Appointments of Executors and powers of Attorney for Property and Personal care:

If you’re planning to give this to one or all of your children – know your own family situation thoroughly and ask yourselves if your children can work together. Dissension can be created amongst them if you’ve chosen wrongly. The most important factor is trust – whomever you appoint must have your complete trust. There must also be agreement from and full discussion with the person(s) you choose.

The Use of Trusts:

“Intervivos” (Living) and “Testamentary” (after death) trusts are planning instruments which can be used before and after your death. The setting up of a ‘trust’ is when you ‘conditionally’ gift to someone. When you set up a trust in a Will, you are not giving the gift outright to your beneficiary upon your death. The gift will be managed and invested by your executor until the event occurs which allows the beneficiary to take the gift in accordance with your Will.

Trusts are a very useful planning tool when we believe that the beneficiary will not have the maturity to deal prudently with large sums of money. Trusts are also useful to protect your beneficiaries against capital encroachment in the event of divorce. Trusts are also useful in a second marriage situation.

Representation Letters:

In Provinces other than British Columbia, these are known as “Enduring Power of Attorney”. This important estate planning document allows you to appoint someone you trust to act on your behalf with respect to your financial affairs in the event you become incapable.

The Care-Giving Child:

In a situation where the aging parent(s) has a number of children, the caregiving obligations will fall disproportionately amongst the children. Recognition should be given to the “caregiver” otherwise they will feel exploited, unappreciated and embittered. Consider conferring ‘gifts’ outside the Will. Name that child as the beneficiary on a policy of life insurance – gifting during your lifetime. Consider leaving a “letter of explanation” to the non-care-giving children.

Recommendations:

The best recommendation we can give as professional financial planners is when you’re engaged in planning your estate and preparing your Will you should:

  • Consult and retain a professional Financial Planner to assist you in the implementation of your estate and Will
  • retain a lawyer specializing in estate planning & Wills for the purpose of preparing a Will
  • retain an accountant specializing in estate taxes as there will be taxation, creditor and marital considerations involved in these strategies
  • implement your plans and execute your Will

Many clients have said to us that because their wishes are so “simple and straight forward” they would save a substantial amount of money by getting a “COSTCO Will Kit” and doing it themselves. These “homemade Wills” contain general and often nebulous language subject to many interpretations.

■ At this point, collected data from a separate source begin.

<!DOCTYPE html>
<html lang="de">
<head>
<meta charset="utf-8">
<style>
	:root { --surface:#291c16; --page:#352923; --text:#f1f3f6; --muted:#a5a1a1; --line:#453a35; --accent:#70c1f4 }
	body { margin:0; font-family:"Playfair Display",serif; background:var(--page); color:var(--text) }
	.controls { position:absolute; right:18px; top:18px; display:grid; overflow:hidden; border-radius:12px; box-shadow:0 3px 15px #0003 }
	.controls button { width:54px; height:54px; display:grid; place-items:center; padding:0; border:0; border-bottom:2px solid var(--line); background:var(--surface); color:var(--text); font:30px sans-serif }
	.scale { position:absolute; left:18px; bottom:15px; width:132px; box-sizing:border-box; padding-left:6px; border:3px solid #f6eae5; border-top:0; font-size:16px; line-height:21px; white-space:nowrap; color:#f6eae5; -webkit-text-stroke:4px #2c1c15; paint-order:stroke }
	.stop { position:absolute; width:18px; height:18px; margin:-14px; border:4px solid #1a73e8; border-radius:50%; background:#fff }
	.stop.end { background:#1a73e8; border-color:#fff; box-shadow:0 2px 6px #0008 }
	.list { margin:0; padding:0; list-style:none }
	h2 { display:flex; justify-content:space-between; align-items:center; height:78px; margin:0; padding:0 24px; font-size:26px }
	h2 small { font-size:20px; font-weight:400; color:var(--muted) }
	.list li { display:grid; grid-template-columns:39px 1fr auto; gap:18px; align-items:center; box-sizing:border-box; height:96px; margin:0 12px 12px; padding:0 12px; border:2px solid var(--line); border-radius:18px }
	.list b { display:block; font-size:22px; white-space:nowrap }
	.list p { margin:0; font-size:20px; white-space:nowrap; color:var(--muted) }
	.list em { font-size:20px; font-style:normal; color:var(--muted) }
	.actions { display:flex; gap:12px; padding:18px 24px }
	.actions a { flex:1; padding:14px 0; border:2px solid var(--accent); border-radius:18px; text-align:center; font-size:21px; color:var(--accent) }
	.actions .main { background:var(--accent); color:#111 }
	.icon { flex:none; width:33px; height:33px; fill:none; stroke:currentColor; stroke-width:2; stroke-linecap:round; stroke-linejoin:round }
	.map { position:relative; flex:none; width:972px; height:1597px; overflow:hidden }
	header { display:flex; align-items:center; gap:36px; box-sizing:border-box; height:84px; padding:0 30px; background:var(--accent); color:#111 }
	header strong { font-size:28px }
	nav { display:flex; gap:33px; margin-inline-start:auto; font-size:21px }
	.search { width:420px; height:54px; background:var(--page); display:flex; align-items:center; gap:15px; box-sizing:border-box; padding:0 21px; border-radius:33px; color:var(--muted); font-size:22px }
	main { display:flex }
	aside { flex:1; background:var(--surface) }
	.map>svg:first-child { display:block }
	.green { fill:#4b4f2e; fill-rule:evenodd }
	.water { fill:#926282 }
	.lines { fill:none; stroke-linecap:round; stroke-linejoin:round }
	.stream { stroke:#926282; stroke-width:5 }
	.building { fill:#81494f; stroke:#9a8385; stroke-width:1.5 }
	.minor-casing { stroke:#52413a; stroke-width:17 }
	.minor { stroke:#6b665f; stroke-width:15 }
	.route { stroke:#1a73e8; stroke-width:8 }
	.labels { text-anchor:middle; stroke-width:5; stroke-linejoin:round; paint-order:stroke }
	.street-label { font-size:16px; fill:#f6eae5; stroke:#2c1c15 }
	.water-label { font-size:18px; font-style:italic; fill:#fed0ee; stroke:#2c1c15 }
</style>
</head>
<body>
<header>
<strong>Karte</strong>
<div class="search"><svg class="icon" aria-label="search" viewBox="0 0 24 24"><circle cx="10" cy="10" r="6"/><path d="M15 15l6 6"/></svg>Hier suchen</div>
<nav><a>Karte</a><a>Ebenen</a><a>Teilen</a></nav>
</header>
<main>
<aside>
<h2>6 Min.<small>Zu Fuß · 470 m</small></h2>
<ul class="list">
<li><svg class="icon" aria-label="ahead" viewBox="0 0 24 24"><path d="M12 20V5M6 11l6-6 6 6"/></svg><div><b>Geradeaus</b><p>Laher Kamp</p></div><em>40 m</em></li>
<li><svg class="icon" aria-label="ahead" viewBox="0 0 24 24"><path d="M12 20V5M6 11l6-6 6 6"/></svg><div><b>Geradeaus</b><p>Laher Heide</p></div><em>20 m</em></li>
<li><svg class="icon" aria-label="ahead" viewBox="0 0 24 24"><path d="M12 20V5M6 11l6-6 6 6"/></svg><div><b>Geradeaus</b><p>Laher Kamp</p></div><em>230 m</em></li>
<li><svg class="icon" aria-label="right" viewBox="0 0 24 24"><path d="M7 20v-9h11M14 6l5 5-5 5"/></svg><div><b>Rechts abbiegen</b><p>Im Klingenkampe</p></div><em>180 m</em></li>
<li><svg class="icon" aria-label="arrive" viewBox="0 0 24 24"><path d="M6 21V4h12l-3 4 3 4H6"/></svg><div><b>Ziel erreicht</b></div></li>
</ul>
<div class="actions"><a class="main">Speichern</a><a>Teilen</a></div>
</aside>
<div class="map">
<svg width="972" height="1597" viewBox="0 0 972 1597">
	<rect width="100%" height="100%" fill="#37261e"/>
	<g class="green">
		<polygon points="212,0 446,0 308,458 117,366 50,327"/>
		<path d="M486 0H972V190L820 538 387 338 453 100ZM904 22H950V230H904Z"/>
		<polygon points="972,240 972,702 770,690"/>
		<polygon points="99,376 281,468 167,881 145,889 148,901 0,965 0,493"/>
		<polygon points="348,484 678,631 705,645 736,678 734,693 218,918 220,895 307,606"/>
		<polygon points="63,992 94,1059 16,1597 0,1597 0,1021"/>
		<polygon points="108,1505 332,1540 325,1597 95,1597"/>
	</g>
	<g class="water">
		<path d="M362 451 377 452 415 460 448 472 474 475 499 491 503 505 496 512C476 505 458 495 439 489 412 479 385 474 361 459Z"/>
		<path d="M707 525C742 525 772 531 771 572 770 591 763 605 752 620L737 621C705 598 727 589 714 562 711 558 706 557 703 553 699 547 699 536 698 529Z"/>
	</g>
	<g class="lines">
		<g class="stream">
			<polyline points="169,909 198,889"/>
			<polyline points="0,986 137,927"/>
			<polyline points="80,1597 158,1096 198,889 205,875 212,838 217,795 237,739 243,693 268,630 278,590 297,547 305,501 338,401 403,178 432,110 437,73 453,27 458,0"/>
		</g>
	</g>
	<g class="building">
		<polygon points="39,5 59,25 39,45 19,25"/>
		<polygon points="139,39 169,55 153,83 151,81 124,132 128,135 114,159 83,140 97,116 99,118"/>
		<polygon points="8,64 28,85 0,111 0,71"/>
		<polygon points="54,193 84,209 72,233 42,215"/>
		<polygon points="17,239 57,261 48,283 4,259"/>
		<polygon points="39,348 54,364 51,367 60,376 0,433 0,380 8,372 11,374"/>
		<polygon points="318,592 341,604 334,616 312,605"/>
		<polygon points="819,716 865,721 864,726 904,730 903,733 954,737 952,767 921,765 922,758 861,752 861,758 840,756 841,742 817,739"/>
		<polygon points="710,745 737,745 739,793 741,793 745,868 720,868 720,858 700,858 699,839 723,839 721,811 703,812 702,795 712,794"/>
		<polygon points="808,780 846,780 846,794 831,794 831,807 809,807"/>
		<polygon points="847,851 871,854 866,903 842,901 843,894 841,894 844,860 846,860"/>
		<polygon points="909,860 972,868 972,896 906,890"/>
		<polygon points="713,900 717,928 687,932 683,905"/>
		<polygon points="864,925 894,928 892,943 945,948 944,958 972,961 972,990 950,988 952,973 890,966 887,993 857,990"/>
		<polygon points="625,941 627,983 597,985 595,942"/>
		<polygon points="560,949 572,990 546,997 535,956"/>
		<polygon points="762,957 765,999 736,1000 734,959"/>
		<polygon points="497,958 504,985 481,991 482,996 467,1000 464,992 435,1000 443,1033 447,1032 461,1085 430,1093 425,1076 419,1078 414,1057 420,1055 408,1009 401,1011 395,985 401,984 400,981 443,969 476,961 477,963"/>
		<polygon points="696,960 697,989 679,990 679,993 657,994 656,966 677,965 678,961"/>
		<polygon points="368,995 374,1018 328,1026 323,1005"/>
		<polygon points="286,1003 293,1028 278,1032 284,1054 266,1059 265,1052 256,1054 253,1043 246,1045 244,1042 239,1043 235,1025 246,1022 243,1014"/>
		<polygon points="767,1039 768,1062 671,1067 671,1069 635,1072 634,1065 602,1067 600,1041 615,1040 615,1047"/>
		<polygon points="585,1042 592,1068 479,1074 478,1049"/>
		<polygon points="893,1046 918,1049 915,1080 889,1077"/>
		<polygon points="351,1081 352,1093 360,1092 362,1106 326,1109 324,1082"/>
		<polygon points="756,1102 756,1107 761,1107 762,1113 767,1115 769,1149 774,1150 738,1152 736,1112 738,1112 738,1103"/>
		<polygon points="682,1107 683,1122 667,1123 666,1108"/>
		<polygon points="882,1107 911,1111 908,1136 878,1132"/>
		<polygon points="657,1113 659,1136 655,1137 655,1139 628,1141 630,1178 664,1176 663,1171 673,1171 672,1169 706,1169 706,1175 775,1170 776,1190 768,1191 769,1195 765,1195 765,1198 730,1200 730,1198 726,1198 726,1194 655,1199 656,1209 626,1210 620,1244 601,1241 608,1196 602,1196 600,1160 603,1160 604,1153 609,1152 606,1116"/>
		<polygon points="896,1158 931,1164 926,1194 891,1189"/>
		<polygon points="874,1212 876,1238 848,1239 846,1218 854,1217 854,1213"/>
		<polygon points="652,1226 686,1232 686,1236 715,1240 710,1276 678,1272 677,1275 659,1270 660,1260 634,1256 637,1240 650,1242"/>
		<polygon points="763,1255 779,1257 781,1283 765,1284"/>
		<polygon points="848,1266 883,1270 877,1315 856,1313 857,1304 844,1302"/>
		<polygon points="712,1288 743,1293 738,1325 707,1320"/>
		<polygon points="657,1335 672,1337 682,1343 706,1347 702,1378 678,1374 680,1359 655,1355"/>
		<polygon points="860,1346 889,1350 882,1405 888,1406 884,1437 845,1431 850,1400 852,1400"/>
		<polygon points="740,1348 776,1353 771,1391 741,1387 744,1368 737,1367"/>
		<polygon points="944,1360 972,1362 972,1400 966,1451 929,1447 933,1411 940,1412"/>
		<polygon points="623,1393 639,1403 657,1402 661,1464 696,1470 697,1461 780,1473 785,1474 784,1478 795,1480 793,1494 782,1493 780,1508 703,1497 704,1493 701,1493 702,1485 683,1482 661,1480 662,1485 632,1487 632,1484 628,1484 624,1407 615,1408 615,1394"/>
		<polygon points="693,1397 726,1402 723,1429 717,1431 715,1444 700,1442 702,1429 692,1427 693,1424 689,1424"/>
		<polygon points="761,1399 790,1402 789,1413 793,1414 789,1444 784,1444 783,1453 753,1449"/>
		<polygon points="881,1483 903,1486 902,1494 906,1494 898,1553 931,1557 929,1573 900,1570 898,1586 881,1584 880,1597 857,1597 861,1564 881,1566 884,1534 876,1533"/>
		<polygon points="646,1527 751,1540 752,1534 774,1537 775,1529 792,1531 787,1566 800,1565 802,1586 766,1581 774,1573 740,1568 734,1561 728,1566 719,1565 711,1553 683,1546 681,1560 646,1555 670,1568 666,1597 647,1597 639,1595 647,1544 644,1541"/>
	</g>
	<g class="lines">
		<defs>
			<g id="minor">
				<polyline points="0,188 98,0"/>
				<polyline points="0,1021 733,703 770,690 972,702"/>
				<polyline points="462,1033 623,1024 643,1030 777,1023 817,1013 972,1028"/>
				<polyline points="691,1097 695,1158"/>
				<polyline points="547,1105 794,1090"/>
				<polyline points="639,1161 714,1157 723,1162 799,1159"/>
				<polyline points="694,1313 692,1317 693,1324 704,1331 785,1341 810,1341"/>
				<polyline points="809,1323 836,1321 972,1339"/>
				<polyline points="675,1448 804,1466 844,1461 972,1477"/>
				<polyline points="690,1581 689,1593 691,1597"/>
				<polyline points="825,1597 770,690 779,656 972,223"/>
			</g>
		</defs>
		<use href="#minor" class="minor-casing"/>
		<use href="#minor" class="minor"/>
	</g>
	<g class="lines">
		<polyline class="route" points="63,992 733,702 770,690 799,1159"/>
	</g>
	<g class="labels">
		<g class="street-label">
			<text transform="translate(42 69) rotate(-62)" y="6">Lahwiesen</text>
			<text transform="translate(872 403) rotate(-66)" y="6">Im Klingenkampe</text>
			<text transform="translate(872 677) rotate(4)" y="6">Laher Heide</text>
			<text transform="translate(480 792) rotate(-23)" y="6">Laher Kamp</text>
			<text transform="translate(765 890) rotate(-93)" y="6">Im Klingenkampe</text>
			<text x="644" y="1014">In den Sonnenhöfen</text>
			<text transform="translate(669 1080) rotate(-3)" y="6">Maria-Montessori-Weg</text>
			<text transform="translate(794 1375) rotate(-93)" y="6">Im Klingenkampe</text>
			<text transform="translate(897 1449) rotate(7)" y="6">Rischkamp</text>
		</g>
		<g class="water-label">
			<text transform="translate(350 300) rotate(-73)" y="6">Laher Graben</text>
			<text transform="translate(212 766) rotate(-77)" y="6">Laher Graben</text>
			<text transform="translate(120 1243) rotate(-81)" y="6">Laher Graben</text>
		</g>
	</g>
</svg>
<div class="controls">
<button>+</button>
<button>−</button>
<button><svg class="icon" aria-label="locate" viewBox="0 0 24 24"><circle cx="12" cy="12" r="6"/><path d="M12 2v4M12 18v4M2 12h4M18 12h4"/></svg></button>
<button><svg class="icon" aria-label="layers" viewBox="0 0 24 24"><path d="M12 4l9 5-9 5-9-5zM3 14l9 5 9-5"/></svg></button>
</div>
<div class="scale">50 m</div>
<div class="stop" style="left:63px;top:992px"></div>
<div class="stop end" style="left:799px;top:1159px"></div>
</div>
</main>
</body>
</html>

“Homemade wills” often fail to use precise language and fail to recognize those contingencies which might arise if events unfold in a pattern different from how the layperson assumed in the course of drafting their Will. If a homemade Will is capable of being interpreted two different ways, you will in all likelihood have two different family members asserting two different claims, thereby generating costs and bitterness which will vastly exceed what you saved by neglecting to spend money on a lawyer. In addition, if there is no professional lawyer involved, there is a real danger that the Will may be improperly witnessed and improperly signed, making it null and void.

On top of the monetary costs, come the heartbreaking costs of tearing a family apart.

It is a certainty that the post mortem legal costs (court and lawyers) will vastly exceed the savings that the deceased realized by doing their own Will without the advice of a professional lawyer who specializes in this area. Remember, the monetary costs are minor in comparison to the hostility and acrimony created that may forever cause family dysfunction.

It is absolutely impossible for you to express your wishes after you become incapable, or after you’ve passed away. Don’t let small vices such as oversight and procrastination, or the trivialization of potentially major issues devastate your legacy.